Population (2012 Census)
- • Total: 13,033
- • Density: 292/km^{2} (757/sq mi)
- • Urban: 7,898
- • Rural: 4,437

Sex
- • Men: 6,244
- • Women: 6,091
- Time zone: UTC-4 (CLT)
- • Summer (DST): UTC-3 (CLST)
- Area code: (+56) 72
- Website: Municipality of Olivar

= Olivar =

Olivar is a commune in Chile, located in the O'Higgins Region, 10 km south of Rancagua, and administered by the municipality of Olivar. The main economic activities range from agriculture and food production, especially apples for exportation.

==Demographics==
According to the 2002 census of the National Statistics Institute, Olivar spans an area of 44.6 sqkm and has 12,335 inhabitants (6,244 men and 6,091 women). Of these, 7,898 (64%) lived in urban areas and 4,437 (36%) in rural areas. The population grew by 8.9% (1,003 persons) between the 1992 and 2002 censuses.

==Administration==
As a commune, Olivar is a third-level administrative division of Chile administered by a municipal council, headed by an alcalde (mayor) who is directly elected every four years. The 2012-2016 mayor is Maria Estrella Montero Carrasco.

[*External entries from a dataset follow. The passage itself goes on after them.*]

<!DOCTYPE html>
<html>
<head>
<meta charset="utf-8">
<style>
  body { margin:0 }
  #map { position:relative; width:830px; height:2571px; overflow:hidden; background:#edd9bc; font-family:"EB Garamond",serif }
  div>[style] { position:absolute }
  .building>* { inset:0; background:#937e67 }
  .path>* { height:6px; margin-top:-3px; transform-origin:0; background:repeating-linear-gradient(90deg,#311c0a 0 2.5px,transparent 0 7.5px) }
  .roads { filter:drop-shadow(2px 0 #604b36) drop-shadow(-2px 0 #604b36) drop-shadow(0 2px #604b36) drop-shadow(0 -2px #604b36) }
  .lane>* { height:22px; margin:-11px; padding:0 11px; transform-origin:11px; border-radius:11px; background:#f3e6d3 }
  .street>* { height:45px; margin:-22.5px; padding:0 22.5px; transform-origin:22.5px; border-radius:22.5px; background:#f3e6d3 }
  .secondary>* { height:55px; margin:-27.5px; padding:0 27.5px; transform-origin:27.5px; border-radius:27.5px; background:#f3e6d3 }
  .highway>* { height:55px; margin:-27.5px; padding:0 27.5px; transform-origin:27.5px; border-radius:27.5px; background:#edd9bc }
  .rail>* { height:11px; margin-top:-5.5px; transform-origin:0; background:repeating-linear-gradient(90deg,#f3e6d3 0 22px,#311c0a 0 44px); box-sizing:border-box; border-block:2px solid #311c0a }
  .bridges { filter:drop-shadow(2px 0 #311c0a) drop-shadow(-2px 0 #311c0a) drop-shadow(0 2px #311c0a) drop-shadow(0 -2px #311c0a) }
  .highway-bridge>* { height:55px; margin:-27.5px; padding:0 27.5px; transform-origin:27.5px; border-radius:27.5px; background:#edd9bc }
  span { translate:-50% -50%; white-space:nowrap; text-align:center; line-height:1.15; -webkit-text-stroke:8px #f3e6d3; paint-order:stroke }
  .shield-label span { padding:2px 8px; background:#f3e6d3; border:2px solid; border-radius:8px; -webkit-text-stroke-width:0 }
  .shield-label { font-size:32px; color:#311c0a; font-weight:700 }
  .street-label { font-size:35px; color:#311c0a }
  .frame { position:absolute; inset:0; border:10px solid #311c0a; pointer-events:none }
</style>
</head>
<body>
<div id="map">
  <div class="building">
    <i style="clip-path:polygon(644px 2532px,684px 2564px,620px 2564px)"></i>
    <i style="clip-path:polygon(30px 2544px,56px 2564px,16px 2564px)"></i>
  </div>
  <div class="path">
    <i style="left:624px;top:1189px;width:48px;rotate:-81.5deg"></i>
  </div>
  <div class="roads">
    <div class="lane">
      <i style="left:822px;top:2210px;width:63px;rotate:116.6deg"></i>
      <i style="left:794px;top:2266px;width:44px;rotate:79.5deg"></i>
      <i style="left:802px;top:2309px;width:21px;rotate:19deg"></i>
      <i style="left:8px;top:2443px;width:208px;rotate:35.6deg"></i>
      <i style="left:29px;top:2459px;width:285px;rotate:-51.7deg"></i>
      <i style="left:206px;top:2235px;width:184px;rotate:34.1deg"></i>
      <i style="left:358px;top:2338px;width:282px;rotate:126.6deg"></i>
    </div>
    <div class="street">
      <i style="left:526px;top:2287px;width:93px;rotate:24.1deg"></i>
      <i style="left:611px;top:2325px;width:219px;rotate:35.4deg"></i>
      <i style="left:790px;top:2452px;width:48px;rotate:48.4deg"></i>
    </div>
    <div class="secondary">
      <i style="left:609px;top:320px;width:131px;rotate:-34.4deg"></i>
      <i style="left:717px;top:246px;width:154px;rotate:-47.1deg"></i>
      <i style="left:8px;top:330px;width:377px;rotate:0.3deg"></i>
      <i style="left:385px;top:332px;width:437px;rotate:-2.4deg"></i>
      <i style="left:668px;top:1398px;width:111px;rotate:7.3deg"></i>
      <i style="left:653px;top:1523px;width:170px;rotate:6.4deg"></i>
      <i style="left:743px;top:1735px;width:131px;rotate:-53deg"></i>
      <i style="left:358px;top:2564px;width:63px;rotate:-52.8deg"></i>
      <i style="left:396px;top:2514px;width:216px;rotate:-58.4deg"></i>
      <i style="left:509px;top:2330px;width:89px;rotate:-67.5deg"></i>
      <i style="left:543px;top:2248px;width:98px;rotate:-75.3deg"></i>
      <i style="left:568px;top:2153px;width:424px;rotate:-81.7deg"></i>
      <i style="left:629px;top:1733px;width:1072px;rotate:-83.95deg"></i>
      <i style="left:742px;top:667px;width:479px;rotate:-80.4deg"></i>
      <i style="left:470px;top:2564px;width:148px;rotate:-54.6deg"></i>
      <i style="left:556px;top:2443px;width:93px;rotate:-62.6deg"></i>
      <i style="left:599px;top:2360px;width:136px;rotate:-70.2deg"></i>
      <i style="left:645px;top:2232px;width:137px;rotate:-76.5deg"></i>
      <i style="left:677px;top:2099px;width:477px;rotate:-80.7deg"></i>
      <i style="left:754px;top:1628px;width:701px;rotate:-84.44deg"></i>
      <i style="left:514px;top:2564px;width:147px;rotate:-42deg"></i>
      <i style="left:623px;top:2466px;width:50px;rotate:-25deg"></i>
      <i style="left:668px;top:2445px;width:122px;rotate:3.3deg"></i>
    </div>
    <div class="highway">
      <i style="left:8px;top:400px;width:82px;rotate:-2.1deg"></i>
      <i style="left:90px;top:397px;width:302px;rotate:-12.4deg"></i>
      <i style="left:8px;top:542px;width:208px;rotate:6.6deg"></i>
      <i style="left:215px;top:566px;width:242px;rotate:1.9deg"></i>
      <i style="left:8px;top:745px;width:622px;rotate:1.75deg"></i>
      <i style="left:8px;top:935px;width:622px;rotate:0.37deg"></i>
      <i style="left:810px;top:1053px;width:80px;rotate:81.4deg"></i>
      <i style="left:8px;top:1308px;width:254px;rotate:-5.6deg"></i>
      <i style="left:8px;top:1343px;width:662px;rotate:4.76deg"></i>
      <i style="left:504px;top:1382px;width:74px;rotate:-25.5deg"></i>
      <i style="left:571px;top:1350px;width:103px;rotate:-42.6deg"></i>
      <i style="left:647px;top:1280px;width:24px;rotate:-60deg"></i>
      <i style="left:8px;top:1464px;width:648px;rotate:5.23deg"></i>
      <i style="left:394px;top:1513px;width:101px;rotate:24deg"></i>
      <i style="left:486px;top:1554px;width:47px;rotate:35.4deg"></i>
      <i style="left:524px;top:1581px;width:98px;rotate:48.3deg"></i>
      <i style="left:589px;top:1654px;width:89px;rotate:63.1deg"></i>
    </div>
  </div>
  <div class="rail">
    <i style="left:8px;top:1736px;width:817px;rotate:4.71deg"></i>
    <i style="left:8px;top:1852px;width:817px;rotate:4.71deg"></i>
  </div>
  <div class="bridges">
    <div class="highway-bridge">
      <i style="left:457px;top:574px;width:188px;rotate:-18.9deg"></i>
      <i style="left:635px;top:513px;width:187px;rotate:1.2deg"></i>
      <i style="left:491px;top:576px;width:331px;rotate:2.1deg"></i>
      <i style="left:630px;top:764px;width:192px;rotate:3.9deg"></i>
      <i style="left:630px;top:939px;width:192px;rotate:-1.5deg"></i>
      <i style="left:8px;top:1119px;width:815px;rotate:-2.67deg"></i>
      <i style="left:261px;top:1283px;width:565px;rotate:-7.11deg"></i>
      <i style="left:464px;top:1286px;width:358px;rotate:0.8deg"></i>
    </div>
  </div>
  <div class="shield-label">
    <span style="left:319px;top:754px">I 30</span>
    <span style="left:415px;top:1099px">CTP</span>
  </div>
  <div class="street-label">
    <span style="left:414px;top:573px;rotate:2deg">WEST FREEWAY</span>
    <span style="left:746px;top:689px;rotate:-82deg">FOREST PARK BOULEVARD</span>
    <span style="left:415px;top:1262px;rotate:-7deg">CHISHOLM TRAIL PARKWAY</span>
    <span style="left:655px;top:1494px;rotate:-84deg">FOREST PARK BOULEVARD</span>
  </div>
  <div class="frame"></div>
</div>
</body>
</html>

Within the electoral divisions of Chile, Olivar is represented in the Chamber of Deputies by Ricardo Rincón (PDC) and Felipe Letelier (PPD) as part of the 33rd electoral district, together with Mostazal, Graneros, Codegua, Machalí, Requínoa, Rengo, Doñihue, Coinco, Coltauco, Quinta de Tilcoco and Malloa. The commune is represented in the Senate by Alejandro García-Huidobro (UDI) and Juan Pablo Letelier (PS) as part of the 9th senatorial constituency (O'Higgins Region).

==Notable people==
- José Hipólito Salas y Toro (1812–1883), bishop of Concepción.